PROBLEM DETAILS –
Omit the pictures and output every entry below exactly as written.

ENTRIES SHOWN –
'''

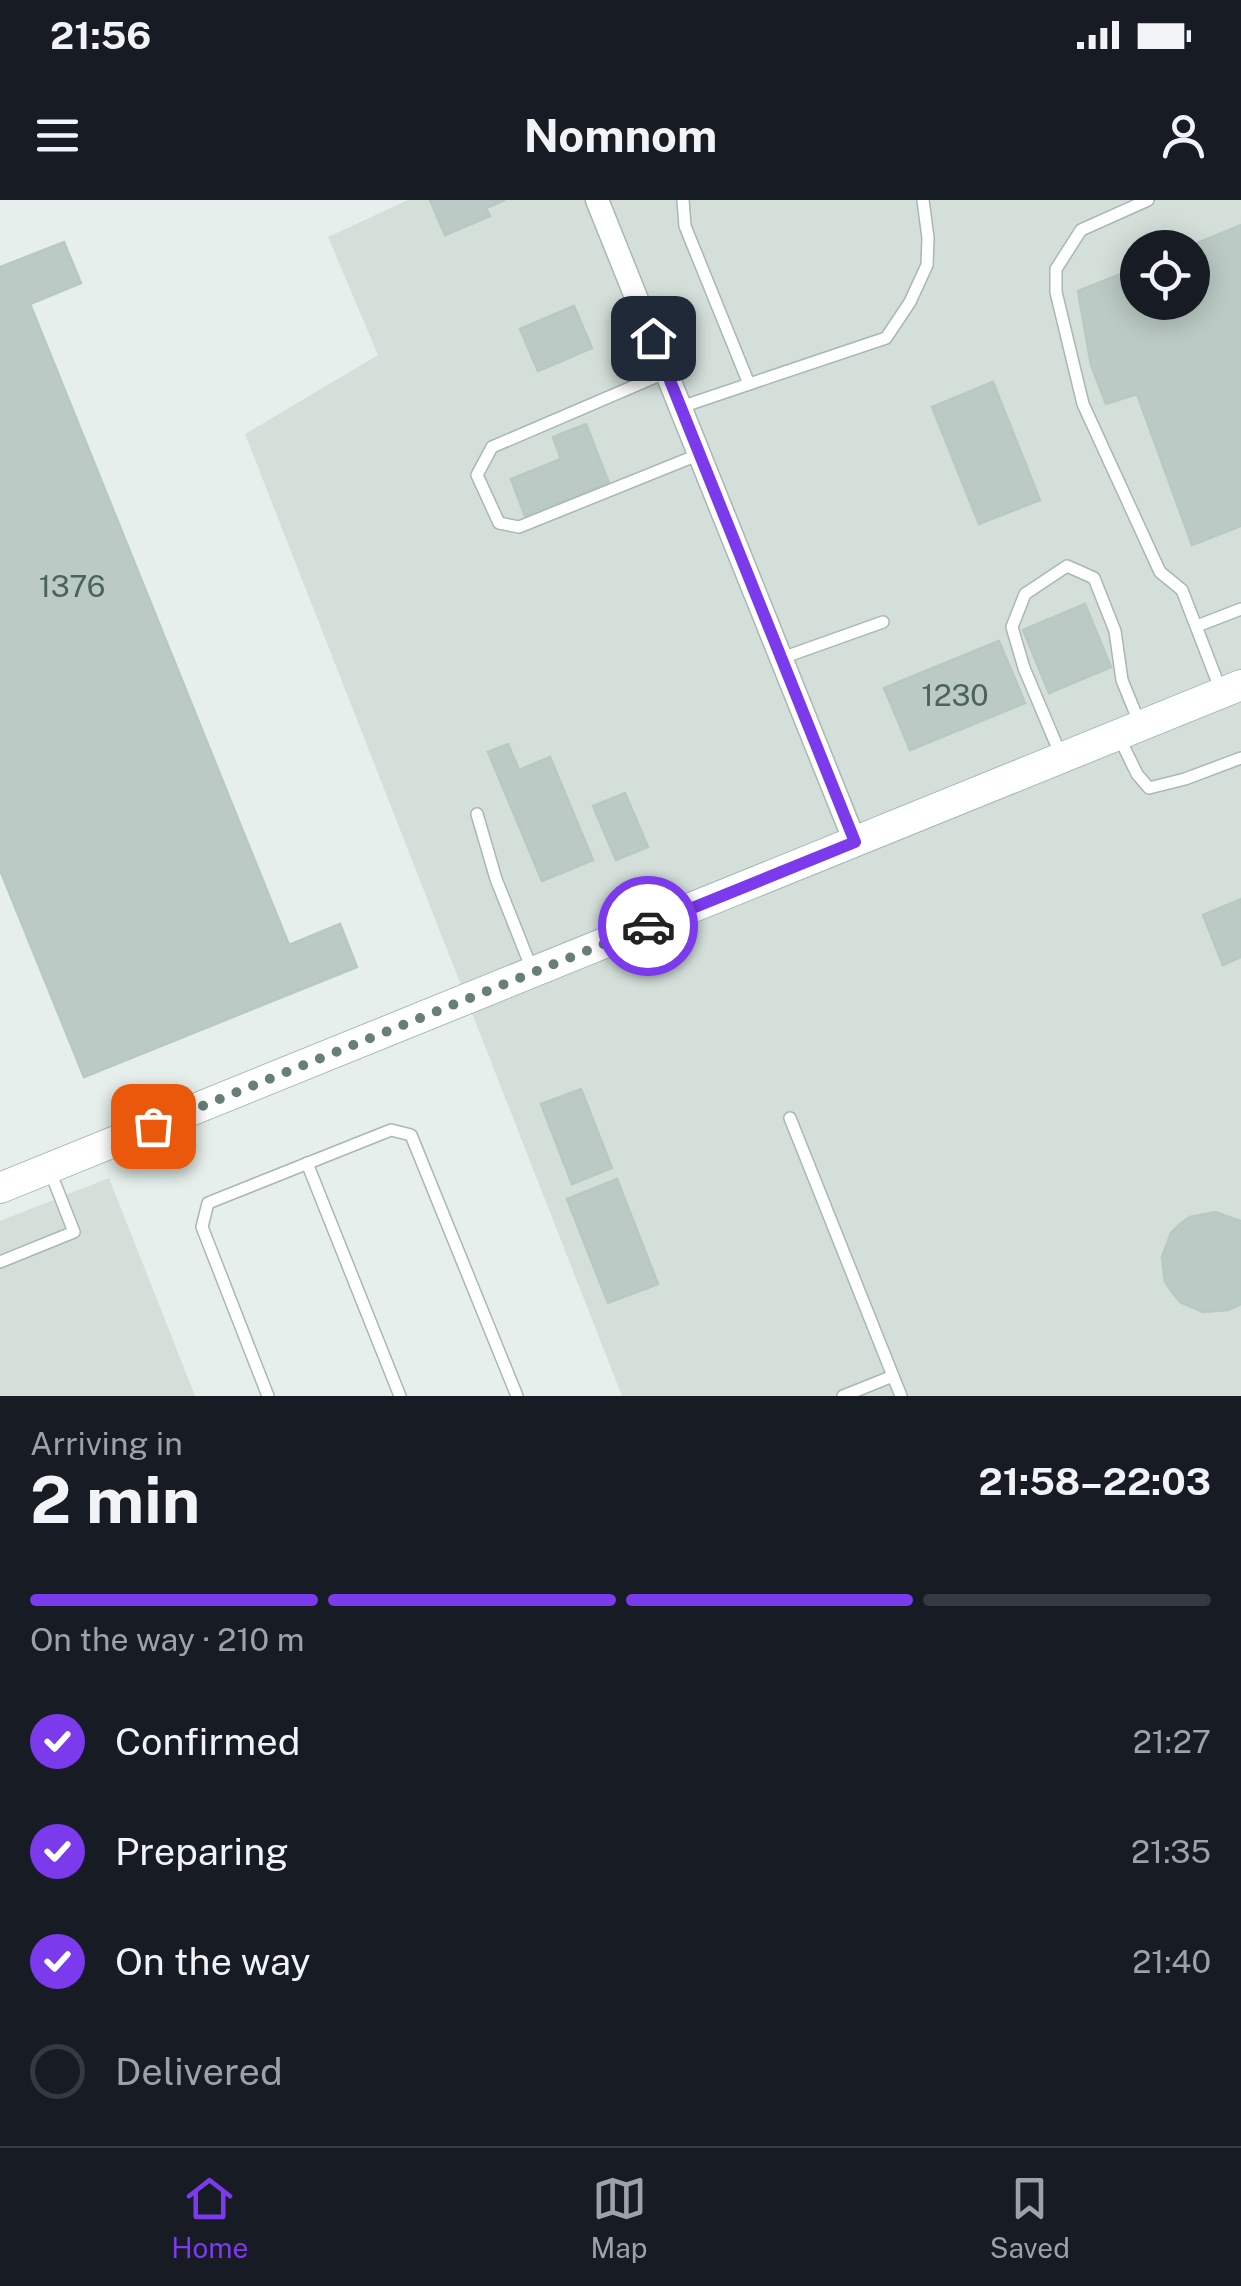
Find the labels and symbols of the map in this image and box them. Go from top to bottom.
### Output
pin [611,296,696,381]
house number: 1376 [39,568,105,604]
house number: 1230 [921,677,989,713]
courier [598,876,698,976]
pin [111,1084,196,1169]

'''

WRITTEN RESPONSE –
Find the labels and symbols of the map in this image and box them. Go from top to bottom.
### Output
pin [611,296,696,381]
house number: 1376 [39,568,105,604]
house number: 1230 [921,677,989,713]
courier [598,876,698,976]
pin [111,1084,196,1169]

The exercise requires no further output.